Las altas temperaturas registradas en las últimas semanas, con valores que superan ampliamente la media para estas fechas según la AEMET, concretamente 10º, suponen un importante desafío para las aves. En este contexto, SEO/BirdLife recuerda la importancia de naturalizar las ciudades para garantizar, además de un mejor refugio para las aves mitigando los efectos del calor extremo, unas zonas urbanas más habitables y seguras para las personas.
Al objeto de hacer frente al calor extremo, las aves se ven obligadas a desarrollar diferentes estrategias, una situación que genera un notable estrés fisiológico y puede afectar especialmente a los ejemplares más vulnerables y más aún en el periodo de cría en el que se encuentran.
Para regular su temperatura, las aves reducen su actividad durante las horas centrales del día y buscan refugio en zonas sombreadas.
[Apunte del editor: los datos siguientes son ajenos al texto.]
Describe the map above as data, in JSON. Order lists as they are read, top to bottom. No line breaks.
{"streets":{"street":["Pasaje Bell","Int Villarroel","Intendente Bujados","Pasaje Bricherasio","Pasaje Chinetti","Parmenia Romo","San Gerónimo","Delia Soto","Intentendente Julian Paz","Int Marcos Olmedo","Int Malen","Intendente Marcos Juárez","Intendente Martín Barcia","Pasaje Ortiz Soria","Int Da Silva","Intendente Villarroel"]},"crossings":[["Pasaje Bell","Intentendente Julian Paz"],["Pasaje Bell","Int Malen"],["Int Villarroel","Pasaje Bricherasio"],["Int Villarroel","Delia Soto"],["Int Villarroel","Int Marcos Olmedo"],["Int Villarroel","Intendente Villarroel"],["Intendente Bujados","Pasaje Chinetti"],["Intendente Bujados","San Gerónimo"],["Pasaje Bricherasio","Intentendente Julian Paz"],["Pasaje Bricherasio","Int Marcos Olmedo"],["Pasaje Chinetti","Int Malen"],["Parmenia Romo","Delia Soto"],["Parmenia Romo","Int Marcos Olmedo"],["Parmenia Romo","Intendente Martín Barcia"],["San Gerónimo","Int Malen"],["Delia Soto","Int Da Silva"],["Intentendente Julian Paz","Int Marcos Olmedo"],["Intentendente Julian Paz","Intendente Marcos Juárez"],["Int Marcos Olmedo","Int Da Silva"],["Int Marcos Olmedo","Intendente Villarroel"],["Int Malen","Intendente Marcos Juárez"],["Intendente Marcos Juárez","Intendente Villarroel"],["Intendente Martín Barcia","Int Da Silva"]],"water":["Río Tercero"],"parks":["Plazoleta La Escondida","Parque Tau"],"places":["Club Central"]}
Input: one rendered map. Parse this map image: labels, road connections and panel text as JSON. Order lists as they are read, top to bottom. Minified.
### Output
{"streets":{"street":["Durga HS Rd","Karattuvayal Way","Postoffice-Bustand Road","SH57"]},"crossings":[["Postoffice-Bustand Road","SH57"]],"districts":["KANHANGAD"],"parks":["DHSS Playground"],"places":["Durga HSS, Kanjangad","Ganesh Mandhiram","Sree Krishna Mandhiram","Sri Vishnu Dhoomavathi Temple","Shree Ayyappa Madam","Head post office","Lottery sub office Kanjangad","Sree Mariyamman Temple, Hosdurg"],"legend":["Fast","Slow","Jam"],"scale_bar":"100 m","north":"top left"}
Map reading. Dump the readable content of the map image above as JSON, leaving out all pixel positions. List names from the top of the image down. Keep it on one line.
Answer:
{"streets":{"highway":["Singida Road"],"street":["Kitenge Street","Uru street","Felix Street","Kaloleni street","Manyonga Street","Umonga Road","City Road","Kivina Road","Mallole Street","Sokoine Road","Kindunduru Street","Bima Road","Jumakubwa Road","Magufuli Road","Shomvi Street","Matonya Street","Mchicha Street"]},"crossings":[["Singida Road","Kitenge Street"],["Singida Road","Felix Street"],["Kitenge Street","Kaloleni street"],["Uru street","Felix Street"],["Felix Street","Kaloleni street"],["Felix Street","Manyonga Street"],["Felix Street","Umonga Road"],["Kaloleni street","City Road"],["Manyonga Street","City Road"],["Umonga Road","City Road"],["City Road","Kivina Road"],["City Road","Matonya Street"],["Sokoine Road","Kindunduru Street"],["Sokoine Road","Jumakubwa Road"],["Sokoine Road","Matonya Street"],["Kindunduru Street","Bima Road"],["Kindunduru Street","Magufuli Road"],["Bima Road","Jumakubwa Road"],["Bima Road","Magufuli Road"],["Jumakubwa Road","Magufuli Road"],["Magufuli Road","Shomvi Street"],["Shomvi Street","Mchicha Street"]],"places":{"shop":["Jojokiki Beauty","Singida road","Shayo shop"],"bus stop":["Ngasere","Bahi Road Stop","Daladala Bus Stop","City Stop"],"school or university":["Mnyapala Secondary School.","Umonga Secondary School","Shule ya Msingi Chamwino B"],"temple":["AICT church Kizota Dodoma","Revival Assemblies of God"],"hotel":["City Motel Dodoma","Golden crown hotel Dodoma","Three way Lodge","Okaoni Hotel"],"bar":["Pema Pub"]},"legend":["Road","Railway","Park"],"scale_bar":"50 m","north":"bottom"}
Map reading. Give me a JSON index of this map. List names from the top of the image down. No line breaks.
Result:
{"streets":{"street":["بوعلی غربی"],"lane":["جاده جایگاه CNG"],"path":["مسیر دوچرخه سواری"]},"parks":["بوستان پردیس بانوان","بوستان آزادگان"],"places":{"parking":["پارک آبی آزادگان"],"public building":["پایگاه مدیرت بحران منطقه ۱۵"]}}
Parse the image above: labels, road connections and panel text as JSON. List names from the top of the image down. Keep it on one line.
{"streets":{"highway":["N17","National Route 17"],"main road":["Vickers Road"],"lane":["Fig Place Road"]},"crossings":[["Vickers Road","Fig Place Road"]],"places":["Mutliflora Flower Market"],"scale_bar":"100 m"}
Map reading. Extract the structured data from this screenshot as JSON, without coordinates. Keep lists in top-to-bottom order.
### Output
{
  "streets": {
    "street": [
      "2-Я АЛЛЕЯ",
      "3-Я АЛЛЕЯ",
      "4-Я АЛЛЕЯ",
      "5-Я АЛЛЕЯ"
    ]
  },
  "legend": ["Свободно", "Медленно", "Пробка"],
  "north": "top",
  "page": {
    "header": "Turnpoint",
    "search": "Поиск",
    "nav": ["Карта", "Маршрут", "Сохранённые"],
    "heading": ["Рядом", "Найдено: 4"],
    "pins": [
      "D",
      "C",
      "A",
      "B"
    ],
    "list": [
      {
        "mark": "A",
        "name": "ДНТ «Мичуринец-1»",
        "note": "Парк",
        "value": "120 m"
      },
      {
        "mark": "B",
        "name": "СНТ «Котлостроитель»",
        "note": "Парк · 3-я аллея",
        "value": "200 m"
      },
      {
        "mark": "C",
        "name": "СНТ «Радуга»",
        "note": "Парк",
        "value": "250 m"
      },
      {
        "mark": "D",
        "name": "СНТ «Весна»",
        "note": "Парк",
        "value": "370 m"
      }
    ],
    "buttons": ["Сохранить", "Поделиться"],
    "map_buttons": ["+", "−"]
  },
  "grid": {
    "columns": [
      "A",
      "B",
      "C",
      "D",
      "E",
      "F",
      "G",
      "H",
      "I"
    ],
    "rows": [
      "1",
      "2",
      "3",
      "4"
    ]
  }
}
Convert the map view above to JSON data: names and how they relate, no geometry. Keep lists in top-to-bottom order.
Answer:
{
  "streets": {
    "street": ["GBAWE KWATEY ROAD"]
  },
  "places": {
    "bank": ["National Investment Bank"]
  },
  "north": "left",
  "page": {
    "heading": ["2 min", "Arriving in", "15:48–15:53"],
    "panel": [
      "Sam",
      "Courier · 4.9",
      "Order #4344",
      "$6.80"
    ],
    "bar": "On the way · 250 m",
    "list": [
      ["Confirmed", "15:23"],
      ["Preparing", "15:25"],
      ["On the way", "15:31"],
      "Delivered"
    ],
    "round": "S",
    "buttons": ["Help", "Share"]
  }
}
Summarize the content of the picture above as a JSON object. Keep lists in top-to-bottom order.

Asimismo, concentran su alimentación en las primeras horas de la mañana y al atardecer, cuando las temperaturas son más suaves. En este contexto, la presencia de zonas verdes y arbolado resulta fundamental, especialmente en entornos urbanos.
El acceso al agua es otro factor clave. Las aves necesitan puntos de agua tanto para hidratarse como para refrescarse mediante el baño. Además, algunas especies recurren a mecanismos fisiológicos como la urohidrosis —la excreción sobre sus patas para favorecer la evaporación y la pérdida de calor— que les permite reducir su temperatura corporal.
Uno de los principales riesgos asociados al calor extremo se produce en los nidos, donde los pollos son especialmente vulnerables. En situaciones de exposición directa al sol, las aves adultas protegen a sus crías generando sombra con su propio cuerpo. Sin embargo, en entornos urbanos, especies como gorriones, vencejos o aviones comunes pueden nidificar en huecos de edificios que alcanzan temperaturas muy elevadas, convirtiéndose en auténticas trampas térmicas. En estos casos, algunos pollos pueden precipitarse al vacío antes de estar preparados para volar.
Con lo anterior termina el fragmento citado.